Friday, March 22, 2013

For Granted



Contend, O Lord, with those who contend with me; fight against those who fight against me!  Take hold of shield and buckler, and rise up to help me!  Draw the spear and javelin
    against my pursuers; say to my soul, “I am your salvation.” – Psalm 35: 1-3

I read this Psalm this week.  It spoke to me honestly.  It’s a prayer from David.  It could be a prayer from many of us these days.  I’m not going to be one of those that emphasizes the poetry and deemphasizes the personification of an active God.  I don’t care if I say without hesitation that our cause is God’s cause.  Does that sound childish?  Excellent!  You’ve got time to log off and do something more constructive and adult-like on the internet, like checking your blessed NCAA bracket, than to read this childish dribble.
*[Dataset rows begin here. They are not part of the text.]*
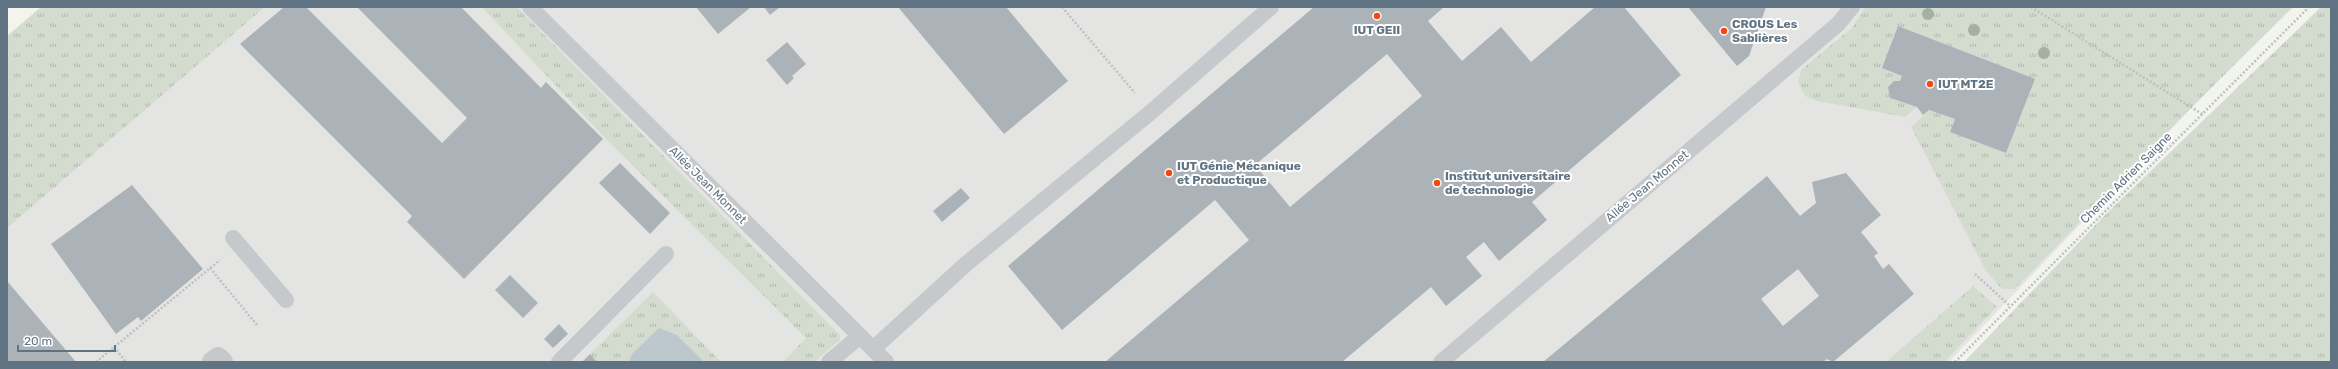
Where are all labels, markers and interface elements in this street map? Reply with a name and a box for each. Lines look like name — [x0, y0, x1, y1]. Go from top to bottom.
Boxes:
marker: IUT GEII — [1372, 11, 1382, 21]
place label: CROUS Les Sablières — [1732, 17, 1798, 45]
place label: IUT GEII — [1354, 23, 1400, 37]
marker: CROUS Les Sablières — [1719, 26, 1729, 36]
place label: IUT MT2E — [1938, 77, 1994, 91]
marker: IUT MT2E — [1925, 79, 1935, 89]
street label: Chemin Adrien Saigne — [2078, 129, 2175, 226]
street label: Allée Jean Monnet — [666, 143, 750, 227]
street label: Allée Jean Monnet — [1603, 147, 1691, 225]
place label: IUT Génie Mécanique et Productique — [1177, 159, 1301, 187]
marker: IUT Génie Mécanique et Productique — [1164, 168, 1174, 178]
place label: Institut universitaire de technologie — [1445, 169, 1571, 197]
marker: Institut universitaire de technologie — [1432, 178, 1442, 188]
scale bar — [18, 327, 115, 353]
text: 20 m — [24, 334, 52, 348]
Count this as a mature warning.

Great God, as you take your place as a mighty warrior for my sake and for the sake of the cause you’ve birthed in me, speak to my soul, “I am your salvation.”
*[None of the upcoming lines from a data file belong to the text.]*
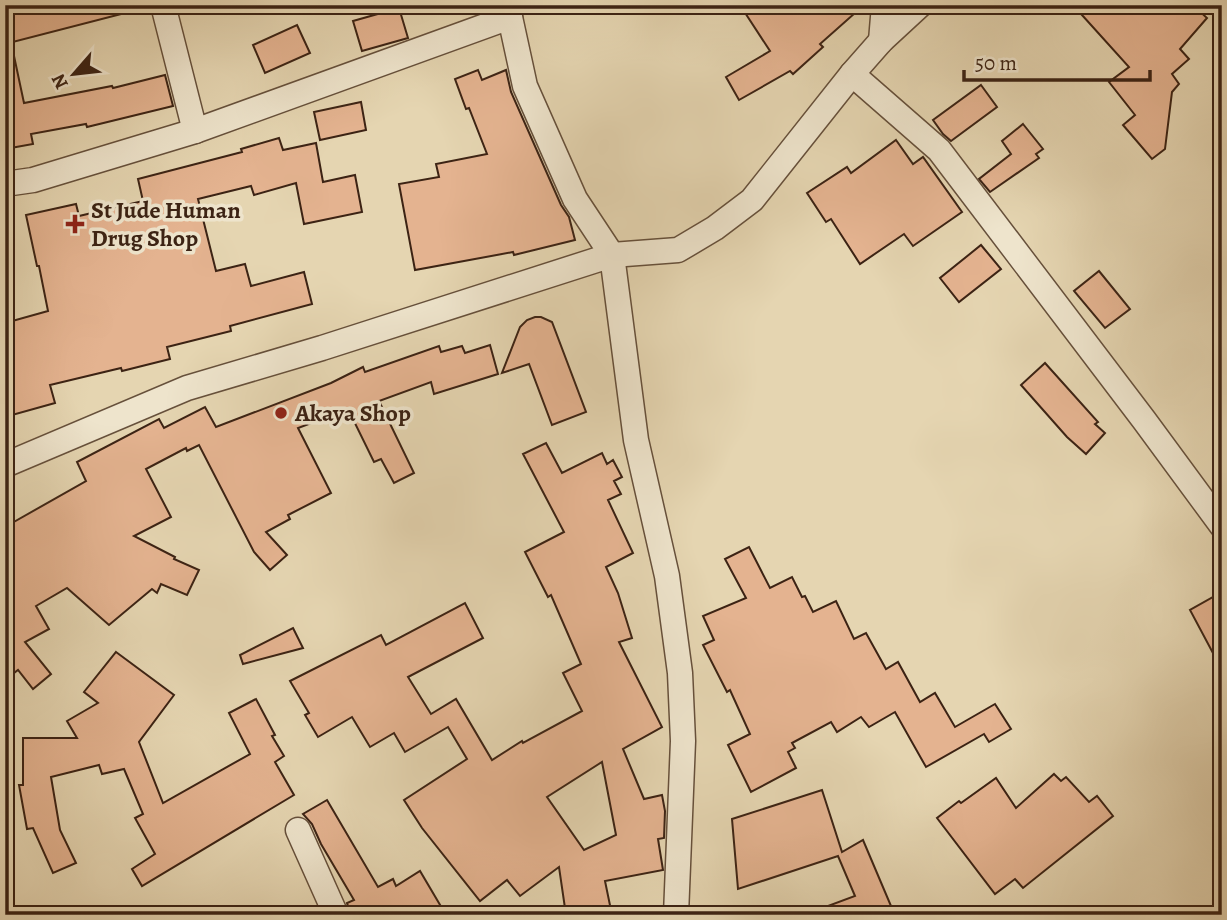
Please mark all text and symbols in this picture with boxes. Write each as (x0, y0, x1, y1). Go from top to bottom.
north arrow (38, 38, 108, 108)
scale bar (964, 38, 1150, 82)
text: 50 m (975, 49, 1017, 77)
text: N (45, 69, 75, 94)
place label: St Jude Human Drug Shop (91, 194, 241, 254)
marker: St Jude Human Drug Shop (65, 214, 85, 234)
place label: Akaya Shop (294, 397, 411, 429)
marker: Akaya Shop (273, 405, 289, 421)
Biblical history shows when God speaks things are created, change, or arise.  As David prays, he strongly desires Yahweh to speak and for circumstances to change.  Then, of course, what does David want God to say to his innermost being?

This passage reminded me of the story in the beginning of John 5.  The invalids, blind and paralyzed gathered at the pool of Bethzatha/Bethesda/Bethsaida (whatever) in Jerusalem waiting for the water to be stirred by an angel. The first one in after the stirring was made well (this could have always been a hit gameshow, if there was T.V. back then).  The really lame darlings would never make it, but hope was obviously springing up.

Jesus spoke to one man who’d been there a long time and asked him if he wanted to be well.  A conversation ensued which led to Jesus healing him.  The religious asked the man why he was carrying his mat on the sabboth.  The guy said that the man who healed him told him to carry it, and he couldn’t tell the religious who healed him.  Jesus found him later to remind him who it was that healed him.  It was Jesus.  It was this guy’s important role to remember and testify who it was that healed him.   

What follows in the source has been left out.